Escuela de robinsones

 

Escuela de robinsones

 

 

En una entrevista reciente, el primer presidente libertario de la historia, tal vez el primer presidente arquero, pero no el primer presidente manco, al menos hasta que cumpla con su promesa, declaró que su mamá debería ganar una menor jubilación que su papá, o haber recibido sólo una “asistencia” por haber sido ama de casa. En sus palabras: “mi mamá no trabajó y mi papá sí”. Estas declaraciones, ni aisladas ni desafortunadas, forman parte de un síntoma de época, difícil de definir, y me hicieron recordar un libro genial de Katrine Marçal, titulado: “¿Quién le hacía la cena a Adam Smith?”.

Katrine Marçal descubre al personaje de Margaret Douglas. “Una mujer de edad avanzada y aspecto adusto, vestida casi enteramente de negro, está sentada en un butacón rojo en la esquina de una habitación, con la mano derecha apoyada en un libro que parece haber acabado de cerrar.” Retratada a los ochenta y cuatro años por Conrad Metz. Nació en septiembre de 1694, siendo la quinta hija de una familia noble escocesa. Su padre, Robert Douglas, era un hombre importante, diputado en el Parlamento escocés. Se casó con Adam Smith padre a los veintiséis años, en 1721, en 1723 su marido falleció, seis meses antes de que naciera su hijo: Adam. Margaret Douglas nunca se volvió a casar. Viuda a los veintiocho, su hijo va a heredar las propiedades de su padre cuando cumpla dos años. “Ella solo puede aspirar a un tercio de la herencia. A partir de ese momento, va a depender económicamente de su vástago. Pero él también va a depender de ella hasta su muerte.”
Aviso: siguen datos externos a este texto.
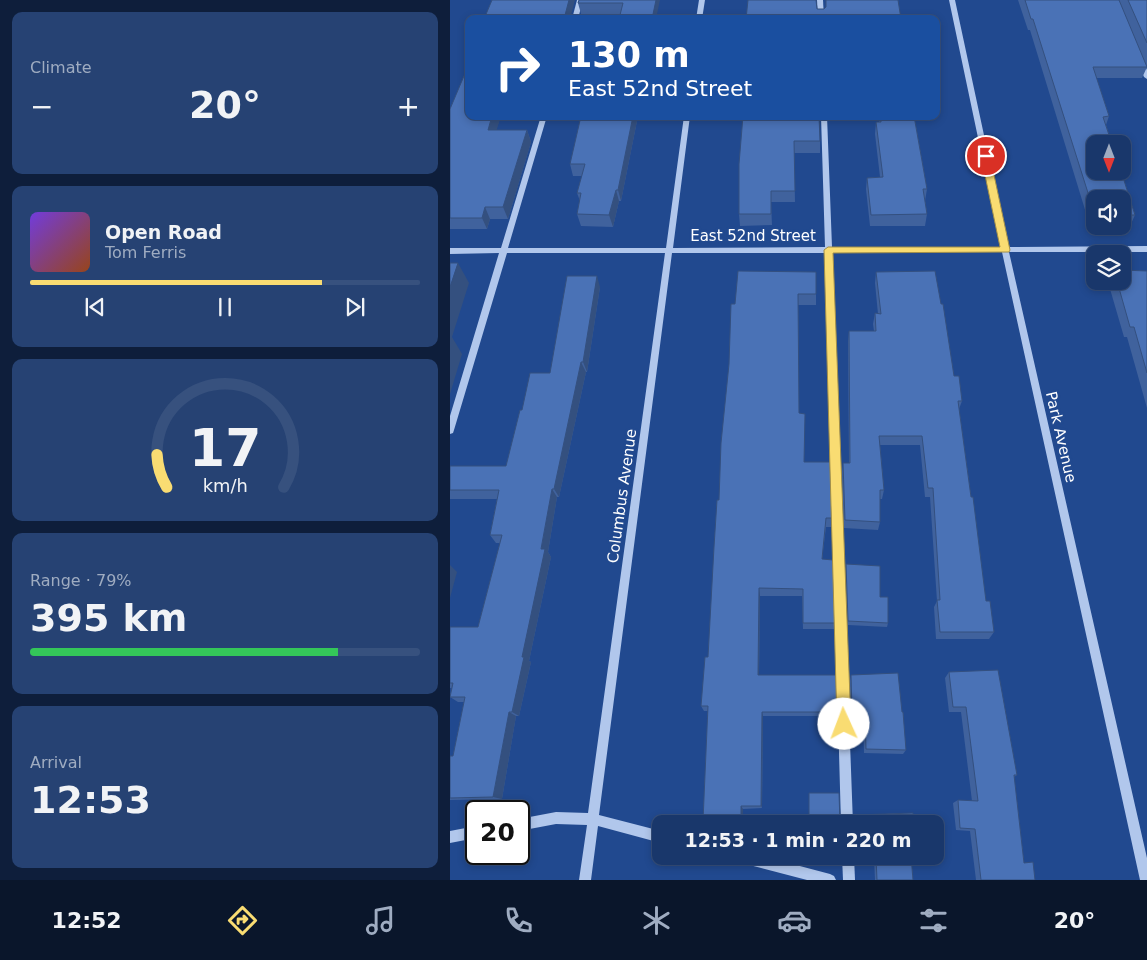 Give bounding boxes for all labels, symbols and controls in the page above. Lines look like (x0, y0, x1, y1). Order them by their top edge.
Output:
icon: right (485, 35, 550, 100)
text: 130 m (568, 35, 690, 75)
text: Climate (30, 58, 92, 77)
text: East 52nd Street (568, 76, 752, 101)
text: 20° (189, 83, 261, 127)
text: − (30, 90, 53, 123)
text: + (397, 90, 420, 123)
pin (965, 135, 1007, 177)
north arrow (1086, 135, 1131, 180)
map controls (1086, 135, 1131, 290)
icon: arrive (972, 142, 1000, 170)
button: sound (1086, 190, 1131, 235)
text: Open Road (105, 221, 222, 243)
street label: East 52nd Street (690, 227, 816, 245)
text: Tom Ferris (105, 243, 186, 262)
button: layers (1086, 245, 1131, 290)
icon: previous (81, 293, 109, 321)
icon: pause (211, 293, 239, 321)
icon: next (341, 293, 369, 321)
street label: Park Avenue (1042, 390, 1080, 484)
text: 17 (189, 418, 261, 478)
street label: Columbus Avenue (604, 428, 640, 564)
text: km/h (202, 475, 248, 496)
text: Range · 79% (30, 571, 132, 590)
text: 395 km (30, 596, 187, 640)
position arrow (817, 697, 869, 749)
text: Arrival (30, 753, 82, 772)
text: 12:53 (30, 778, 151, 822)
speed limit sign: 20 (465, 800, 530, 865)
text: 12:53 · 1 min · 220 m (684, 829, 912, 851)
icon: directions (225, 903, 260, 938)
icon: music (363, 903, 398, 938)
icon: phone (501, 903, 536, 938)
icon: climate (639, 903, 674, 938)
icon: car (777, 903, 812, 938)
icon: filters (916, 903, 951, 938)
text: 12:52 (52, 908, 122, 933)
text: 20° (1054, 908, 1095, 933) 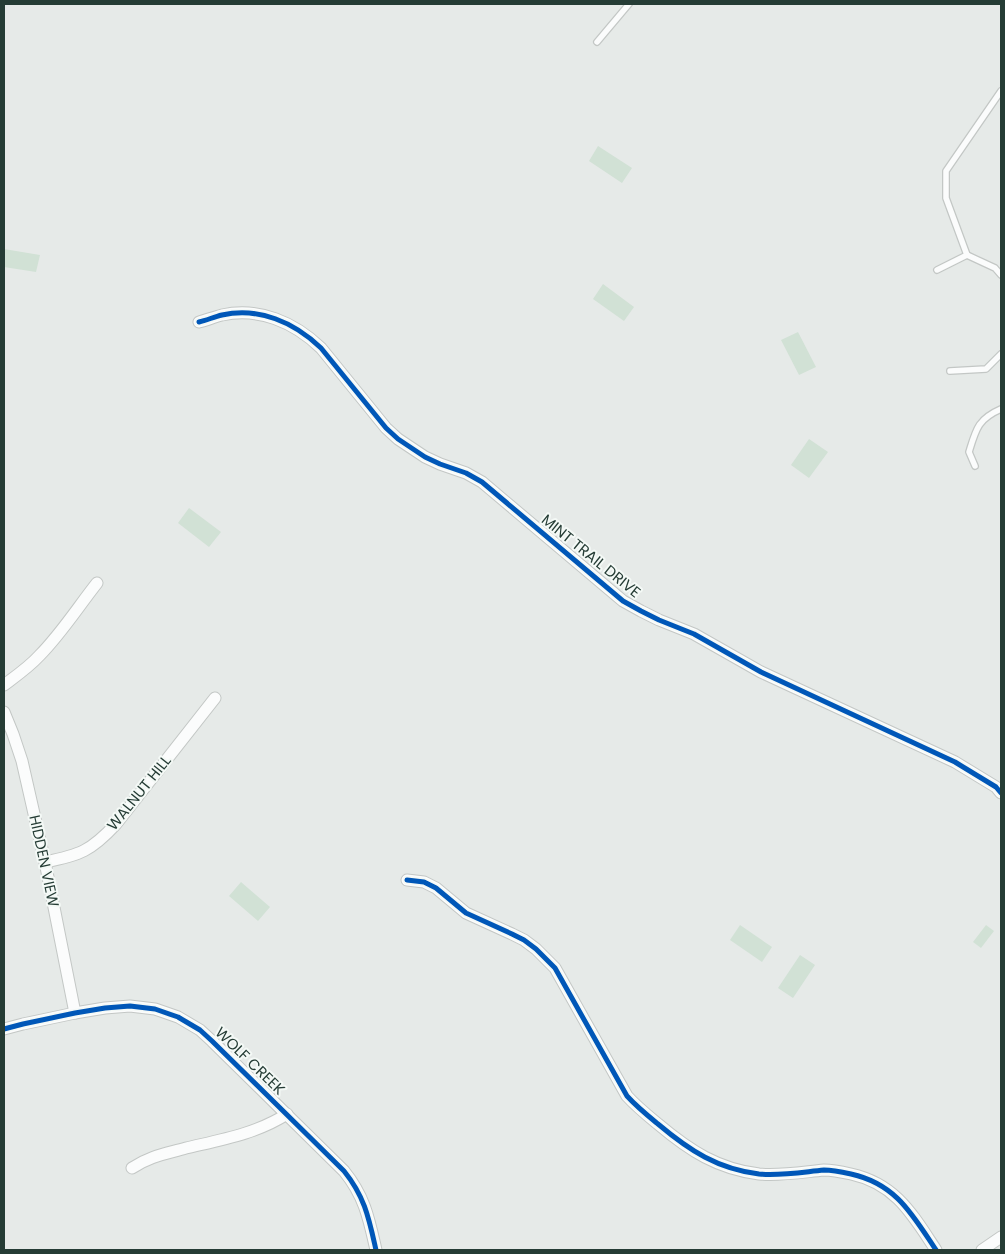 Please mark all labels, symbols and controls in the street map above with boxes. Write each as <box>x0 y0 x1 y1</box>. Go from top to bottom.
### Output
street label: MINT TRAIL DRIVE <box>537 509 645 602</box>
street label: WALNUT HILL <box>102 750 176 835</box>
street label: HIDDEN VIEW <box>24 813 65 909</box>
street label: WOLF CREEK <box>211 1022 290 1099</box> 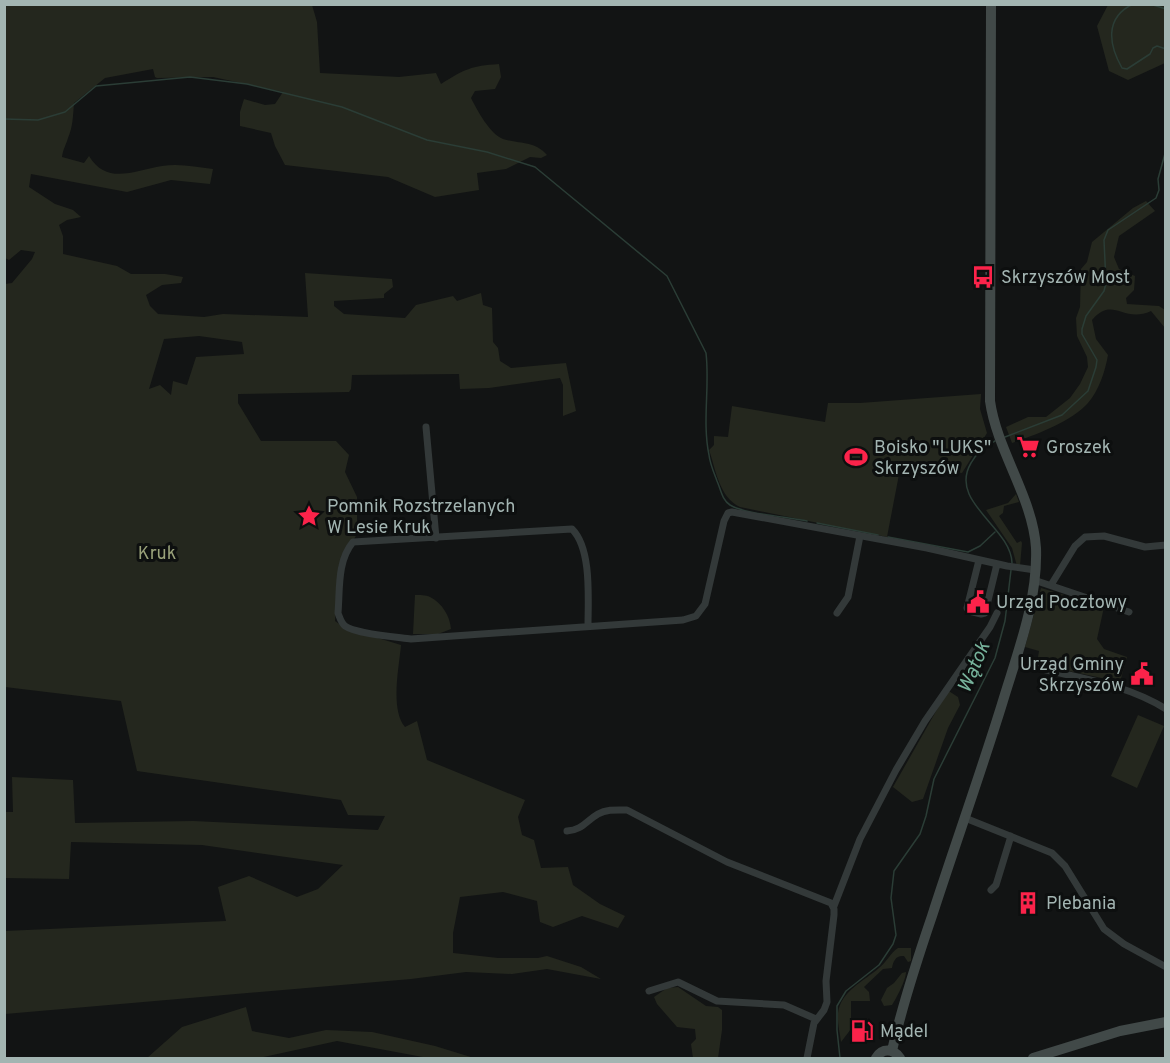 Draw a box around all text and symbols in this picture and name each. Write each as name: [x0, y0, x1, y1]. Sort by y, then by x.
bus stop icon: Skrzyszów Most: [970, 264, 996, 290]
place label: Skrzyszów Most: [1001, 267, 1130, 290]
supermarket icon: Groszek: [1015, 434, 1041, 460]
place label: Boisko "LUKS" Skrzyszów: [874, 437, 991, 481]
place label: Groszek: [1046, 437, 1111, 460]
sports icon: Boisko "LUKS" Skrzyszów: [843, 444, 869, 470]
place label: Pomnik Rozstrzelanych W Lesie Kruk: [327, 496, 515, 540]
place icon: Pomnik Rozstrzelanych W Lesie Kruk: [296, 503, 322, 529]
park label: Kruk: [138, 543, 176, 566]
public building icon: Urząd Pocztowy: [965, 589, 991, 615]
place label: Urząd Pocztowy: [996, 592, 1127, 615]
water label: Wątok: [952, 637, 998, 697]
place label: Urząd Gminy Skrzyszów: [1020, 654, 1124, 698]
public building icon: Urząd Gminy Skrzyszów: [1129, 661, 1155, 687]
building icon: Plebania: [1015, 890, 1041, 916]
place label: Plebania: [1046, 893, 1116, 916]
fuel station icon: Mądel: [849, 1018, 875, 1044]
place label: Mądel: [880, 1021, 928, 1044] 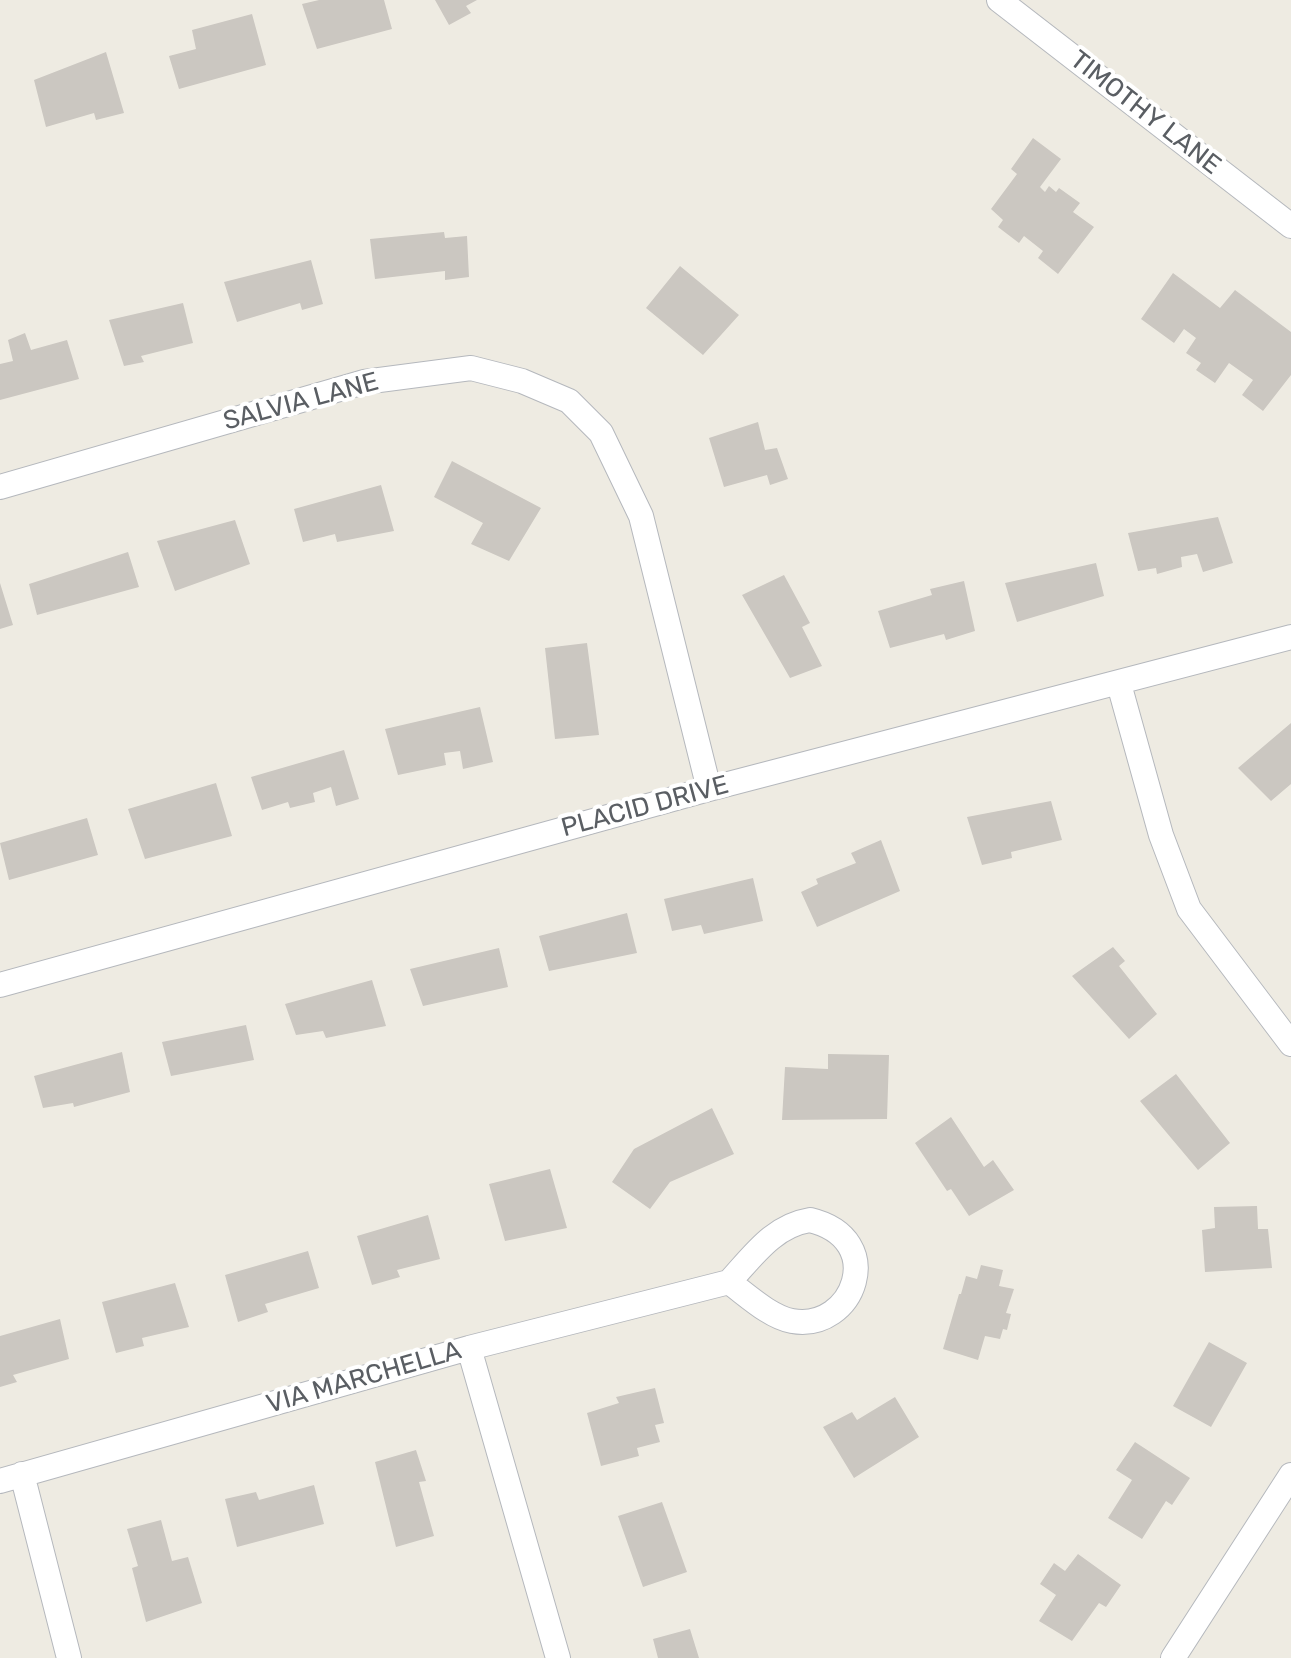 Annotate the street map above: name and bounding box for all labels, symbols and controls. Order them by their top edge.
street label: TIMOTHY LANE [1063,44,1227,182]
street label: SALVIA LANE [220,366,382,438]
street label: PLACID DRIVE [558,770,732,844]
street label: VIA MARCHELLA [263,1335,465,1421] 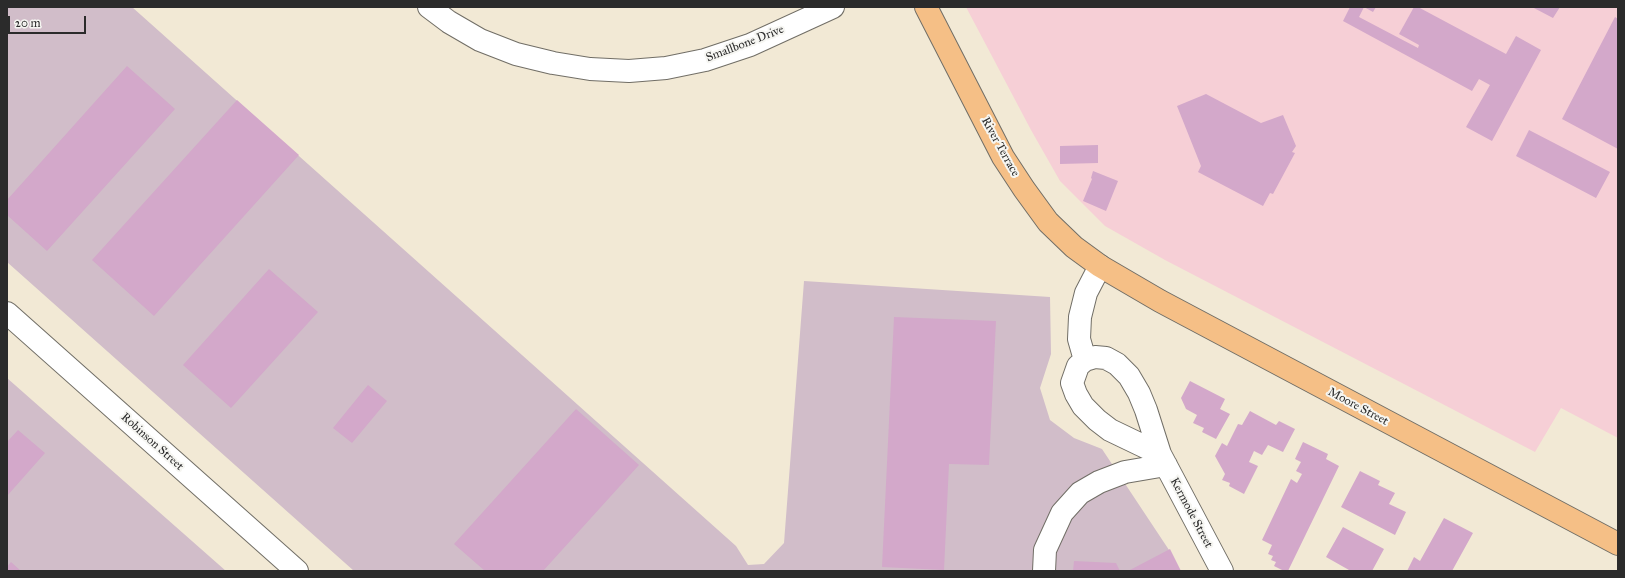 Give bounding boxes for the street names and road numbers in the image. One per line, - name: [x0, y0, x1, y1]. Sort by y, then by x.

Adam Smith nunca se casó, vivió la mayor parte de su vida con su madre, que se encargaba de la casa junto a una de sus primas, Janet Douglas (aún más desconocida). “En 1788, cuando Janet Douglas yace en su lecho de muerte, Adam Smith escribe una carta a un amigo en la que dice: ‘Sin ella me voy a convertir en uno de los hombres más desvalidos y desamparados de Escocia’.”

Cuando Smith ocupó el puesto de director de aduanas en Edimburgo, su madre se mudó a vivir con él. Toda su vida se dedicó a cuidar de su hijo. Sin embargo, a la hora de responder a la pregunta de cómo llegamos a tener nuestra comida en la mesa, ella es la parte que Adam Smith no tuvo en cuenta.

¿Cómo llegamos a tener nuestra comida en la mesa? Es la pregunta, fundamental de la economía, y el punto de partida para Adam Smith en “La riqueza de las naciones” (1776). De ésta pregunta también parte Katrine Marçal para desarrollar una serie de prejuicios y sobreentendidos por parte de la economía liberal que, sin embargo, terminaron por servir de fundamento organizativo para nuestra sociedad (hasta la actualidad). Así, destrona la concepción económica de Adam Smith, comenzando con su famosa tesis de la suma confianza en el interés particular y egoísta de todo individuo como garantía del bienestar general: “no de la benevolencia del carnicero, del cervecero y del panadero, sino de sus miras al interés propio, es de quien esperamos y debemos esperar nuestro alimento”. Para Smith, la fuerza impulsora de la economía, que hace girar al mundo, es el interés propio, es en lo único que se puede confiar de verdad, dado que es un bien inagotable. Smith inventó el fantástico cuento de por qué el libre mercado es la mejor manera de crear una economía eficaz. Su razonamiento era el siguiente: si todos y cada uno de nosotros perseguimos nuestro propio interés, el conjunto de la población podrá tener acceso a todos los bienes que necesita; el interés individual hará que todo el conjunto funcione y sin que nadie tenga que pensar siquiera en el conjunto.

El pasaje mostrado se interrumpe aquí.